With that in mind, McIntosh relocated last year from Toronto to Sarasota, Florida (a three-hour drive up Interstate 75 from Ledecky in Gainesville), where she previously had a training block when COVID got worse in Ontario. The Sarasota Sharks have more swimmers closer to McIntosh’s age who share her stories, Jill said.

McIntosh and her mother rent a house less than a mile to an outdoor pool. McIntosh needs a driver for her 5 a.m. practice because her learner’s permit doesn’t allow her to legally get behind the wheel before sunrise. “I get up at 4:10 a.m. to take her to the pool for a minute and a half,” Jill laughs.

McIntosh fuels up with Banana Walnut Loaf Cake from Publix, does virtual school (and will graduate next year) and scans TikTok for home decor and interior design inspiration.

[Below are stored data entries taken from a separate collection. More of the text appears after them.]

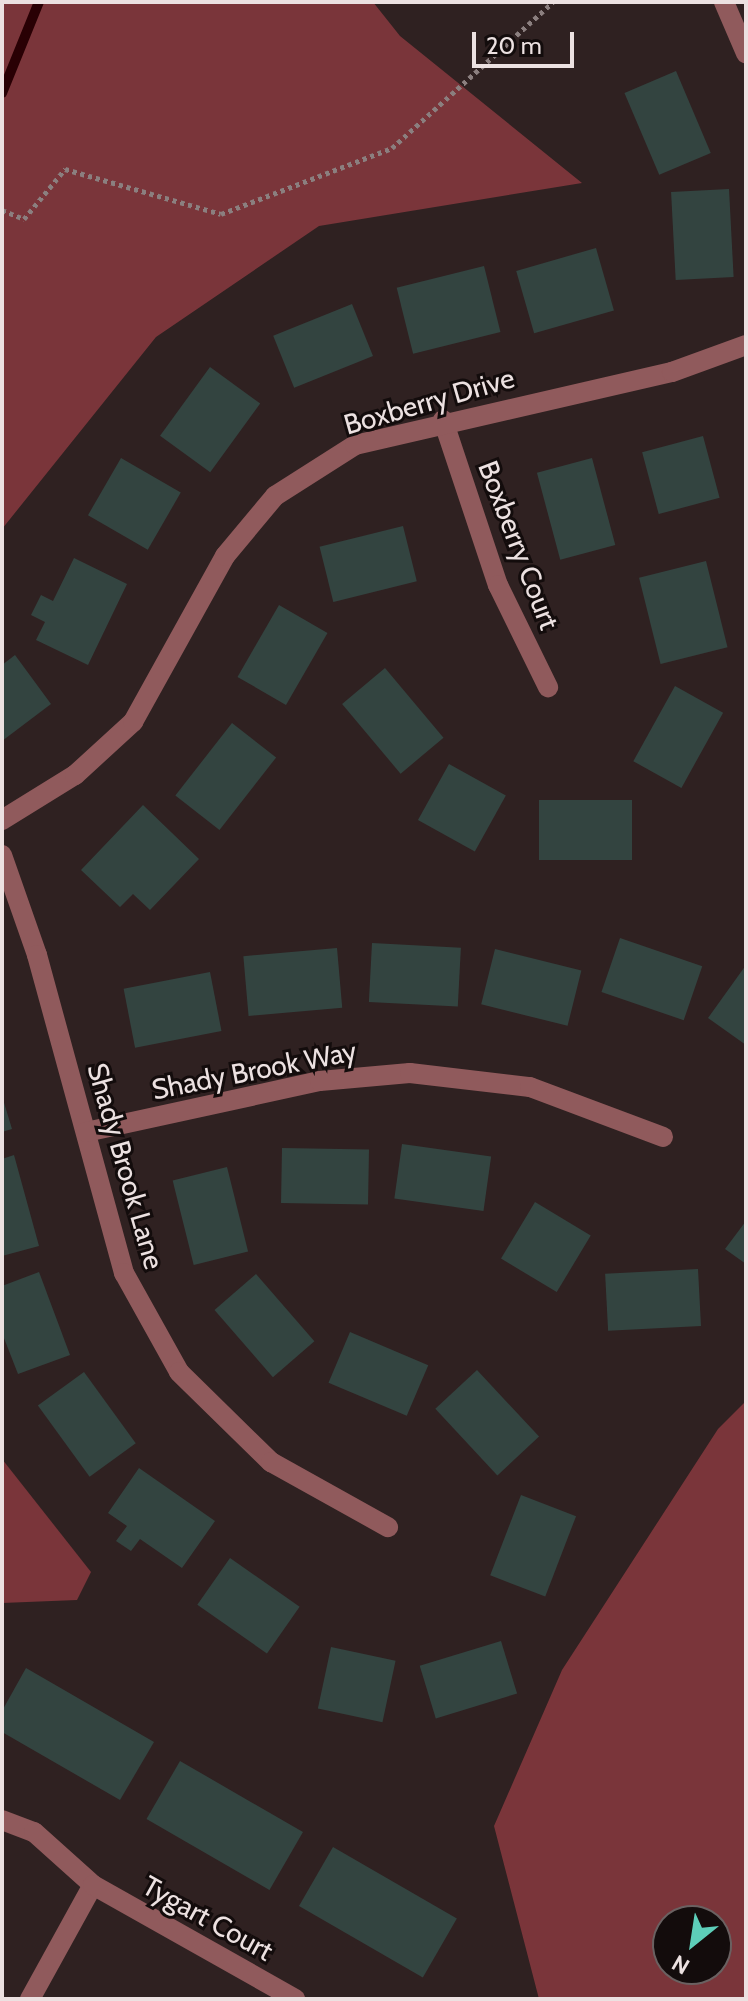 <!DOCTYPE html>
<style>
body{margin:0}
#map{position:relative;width:748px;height:2001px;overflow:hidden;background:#2f2121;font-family:Cabin,sans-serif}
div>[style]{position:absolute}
.forest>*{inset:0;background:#7a353a}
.stream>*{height:10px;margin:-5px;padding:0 5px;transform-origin:5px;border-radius:5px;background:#290004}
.building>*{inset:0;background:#334440;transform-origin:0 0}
.path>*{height:5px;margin-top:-2.5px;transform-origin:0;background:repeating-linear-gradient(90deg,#8b7f7f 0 4px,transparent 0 8px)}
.minor>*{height:20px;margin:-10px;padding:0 10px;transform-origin:10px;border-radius:10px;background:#905a5c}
span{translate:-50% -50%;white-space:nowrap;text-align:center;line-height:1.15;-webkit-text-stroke:6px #130c0c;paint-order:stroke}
.street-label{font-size:28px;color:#ece1e1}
.frame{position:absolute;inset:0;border:4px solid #ece1e1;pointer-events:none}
.north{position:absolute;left:652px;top:1905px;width:80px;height:80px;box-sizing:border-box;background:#130c0c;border:2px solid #6a6161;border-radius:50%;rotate:210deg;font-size:22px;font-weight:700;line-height:32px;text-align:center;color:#ece1e1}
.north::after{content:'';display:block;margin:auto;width:28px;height:36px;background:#5dceb9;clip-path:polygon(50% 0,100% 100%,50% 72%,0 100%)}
.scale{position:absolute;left:472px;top:32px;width:102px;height:36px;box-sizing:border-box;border:4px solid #ece1e1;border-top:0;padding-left:10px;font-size:24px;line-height:28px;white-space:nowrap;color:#ece1e1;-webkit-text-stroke:6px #130c0c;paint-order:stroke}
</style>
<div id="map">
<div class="forest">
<div style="clip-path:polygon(2px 2px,373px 2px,400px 36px,582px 183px,319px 226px,156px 337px,2px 529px)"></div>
<div style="clip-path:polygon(evenodd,746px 1401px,746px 1999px,539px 1999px,494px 1826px,562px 1670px,718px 1429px,746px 1401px,668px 1921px,716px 1921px,716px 1969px,668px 1969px,668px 1921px)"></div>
<div style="clip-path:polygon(2px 1459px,91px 1572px,77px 1600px,2px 1603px)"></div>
</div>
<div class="stream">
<div style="left:2px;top:93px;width:98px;rotate:-67.9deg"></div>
</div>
<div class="building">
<div style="left:676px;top:71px;width:89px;height:56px;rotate:67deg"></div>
<div style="left:729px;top:189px;width:88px;height:58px;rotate:87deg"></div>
<div style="left:596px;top:248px;width:65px;height:83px;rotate:74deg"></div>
<div style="left:484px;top:266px;width:68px;height:90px;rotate:76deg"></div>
<div style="left:352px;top:304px;width:56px;height:85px;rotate:68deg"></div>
<div style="left:210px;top:367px;width:62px;height:85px;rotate:36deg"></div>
<div style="left:703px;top:436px;width:64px;height:63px;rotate:75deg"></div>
<div style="left:121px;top:458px;width:69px;height:66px;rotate:30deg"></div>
<div style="left:592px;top:458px;width:90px;height:57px;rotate:75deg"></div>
<div style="left:403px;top:526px;width:57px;height:86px;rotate:76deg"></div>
<div style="clip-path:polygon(74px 558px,127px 584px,88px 665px,36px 640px,45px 622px,31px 615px,41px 595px,53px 601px)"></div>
<div style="left:706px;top:561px;width:89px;height:69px;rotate:76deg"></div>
<div style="left:279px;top:605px;width:56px;height:83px;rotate:30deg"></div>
<div style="clip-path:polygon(15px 655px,51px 704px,2px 741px,2px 665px)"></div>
<div style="left:385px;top:668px;width:91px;height:56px;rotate:50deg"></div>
<div style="left:675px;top:686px;width:55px;height:86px;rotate:29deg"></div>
<div style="left:232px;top:723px;width:56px;height:92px;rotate:38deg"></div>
<div style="left:449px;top:764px;width:65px;height:64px;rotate:29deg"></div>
<div style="left:539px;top:800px;width:93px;height:60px"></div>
<div style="clip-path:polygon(143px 805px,199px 859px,150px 910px,133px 894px,120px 907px,81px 870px)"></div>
<div style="left:620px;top:938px;width:87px;height:57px;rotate:19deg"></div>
<div style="left:372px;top:943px;width:89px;height:59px;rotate:3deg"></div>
<div style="left:337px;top:948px;width:60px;height:94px;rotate:85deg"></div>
<div style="left:495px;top:949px;width:89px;height:57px;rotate:14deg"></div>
<div style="clip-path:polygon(746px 965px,746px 1045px,708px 1018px)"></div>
<div style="left:210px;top:972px;width:60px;height:88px;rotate:79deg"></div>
<div style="clip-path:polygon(2px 1096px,12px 1129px,2px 1132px)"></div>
<div style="left:402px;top:1144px;width:90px;height:55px;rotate:8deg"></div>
<div style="left:282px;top:1148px;width:87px;height:55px;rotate:1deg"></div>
<div style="clip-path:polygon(14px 1155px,39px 1246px,2px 1256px,2px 1159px)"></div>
<div style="left:227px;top:1167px;width:87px;height:56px;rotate:76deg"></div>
<div style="left:535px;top:1202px;width:65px;height:66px;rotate:31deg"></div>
<div style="clip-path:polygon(746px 1221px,746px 1264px,725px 1249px)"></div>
<div style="left:698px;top:1269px;width:57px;height:93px;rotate:87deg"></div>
<div style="clip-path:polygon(39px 1272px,70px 1355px,18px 1374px,2px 1333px,2px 1286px)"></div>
<div style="left:256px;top:1274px;width:89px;height:55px;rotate:49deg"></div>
<div style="left:350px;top:1332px;width:85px;height:55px;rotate:23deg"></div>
<div style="left:477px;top:1370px;width:91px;height:57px;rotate:47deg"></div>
<div style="left:84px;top:1372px;width:88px;height:57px;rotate:54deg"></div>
<div style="clip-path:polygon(139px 1468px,215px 1521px,182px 1568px,140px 1539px,131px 1551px,116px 1541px,127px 1526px,108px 1513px)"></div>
<div style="left:521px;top:1495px;width:59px;height:86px;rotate:21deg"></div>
<div style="left:230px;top:1558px;width:85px;height:57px;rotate:35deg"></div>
<div style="left:501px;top:1641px;width:55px;height:85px;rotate:73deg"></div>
<div style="left:331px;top:1647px;width:66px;height:63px;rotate:12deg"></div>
<div style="clip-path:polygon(26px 1668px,154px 1742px,120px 1800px,2px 1732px,2px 1711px)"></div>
<div style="left:180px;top:1761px;width:142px;height:67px;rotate:30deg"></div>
<div style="left:333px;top:1847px;width:143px;height:68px;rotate:30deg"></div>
</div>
<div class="path">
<div style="left:2px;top:210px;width:24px;rotate:22deg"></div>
<div style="left:24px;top:219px;width:65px;rotate:-50.6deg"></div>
<div style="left:65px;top:169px;width:162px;rotate:16.1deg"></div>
<div style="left:221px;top:214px;width:183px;rotate:-21.1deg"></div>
<div style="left:392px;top:148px;width:217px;rotate:-42.2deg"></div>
</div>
<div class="minor">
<div style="left:724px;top:2px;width:56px;rotate:66.7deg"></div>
<div style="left:443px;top:420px;width:174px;rotate:71.6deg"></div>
<div style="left:498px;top:585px;width:114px;rotate:63.9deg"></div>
<div style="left:2px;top:820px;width:86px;rotate:-31.7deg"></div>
<div style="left:75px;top:775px;width:79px;rotate:-42.4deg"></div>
<div style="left:133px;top:722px;width:190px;rotate:-61deg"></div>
<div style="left:225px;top:556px;width:78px;rotate:-50.2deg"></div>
<div style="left:275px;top:496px;width:95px;rotate:-32.5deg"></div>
<div style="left:355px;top:445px;width:325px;rotate:-13deg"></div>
<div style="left:672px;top:372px;width:79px;rotate:-20deg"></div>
<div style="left:2px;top:855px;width:106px;rotate:70.7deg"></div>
<div style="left:37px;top:955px;width:330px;rotate:74.7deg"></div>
<div style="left:124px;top:1273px;width:113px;rotate:60.9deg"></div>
<div style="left:179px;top:1372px;width:129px;rotate:44.4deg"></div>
<div style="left:271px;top:1462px;width:134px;rotate:29.1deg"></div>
<div style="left:86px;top:1132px;width:239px;rotate:-12.3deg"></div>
<div style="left:320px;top:1081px;width:90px;rotate:-5.1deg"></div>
<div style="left:410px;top:1073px;width:121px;rotate:6.7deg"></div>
<div style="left:530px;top:1087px;width:142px;rotate:20.6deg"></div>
<div style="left:2px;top:1820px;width:34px;rotate:21deg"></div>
<div style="left:34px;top:1832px;width:79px;rotate:41.9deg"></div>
<div style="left:30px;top:1999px;width:130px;rotate:-61.1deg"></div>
<div style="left:93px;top:1885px;width:232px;rotate:29.4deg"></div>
</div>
<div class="street-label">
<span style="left:429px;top:401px;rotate:-16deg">Boxberry Drive</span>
<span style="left:519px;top:545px;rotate:69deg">Boxberry Court</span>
<span style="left:254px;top:1070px;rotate:-11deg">Shady Brook Way</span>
<span style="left:126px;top:1166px;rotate:74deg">Shady Brook Lane</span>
<span style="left:208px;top:1918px;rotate:29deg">Tygart Court</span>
</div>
<div class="frame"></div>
<div class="north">N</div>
<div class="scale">20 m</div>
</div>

By the end of October she was confirmed to be in Ontario. She sat at an ice rink in Mississauga watching older sister Brooke practice for the biggest international figure skating competition of her young senior career. The next day, McIntosh beat Ledecky for the first time at the World Cup meet in Toronto. The day after that, Brooke and her pairs partner finished fourth as the second-youngest team in the eight-team field at Skate Canada.

McIntosh is in the middle of heavy training, so she’ll be watching Brooke compete at this week’s Canadian Championships via live stream from Florida. Those close to her praise her work ethic. Penny OleksiakA co-2016 Olympic 100m freestyle champion, she was labeled “all gas and no brakes”.

It’s been that way for years. It was another sport she played during elementary school, McIntosh said. She said 400 meters was the longest distance for children of that age.

“I wasn’t a great runner,” she said, “and if I hadn’t been a swimmer, I would have been a runner.”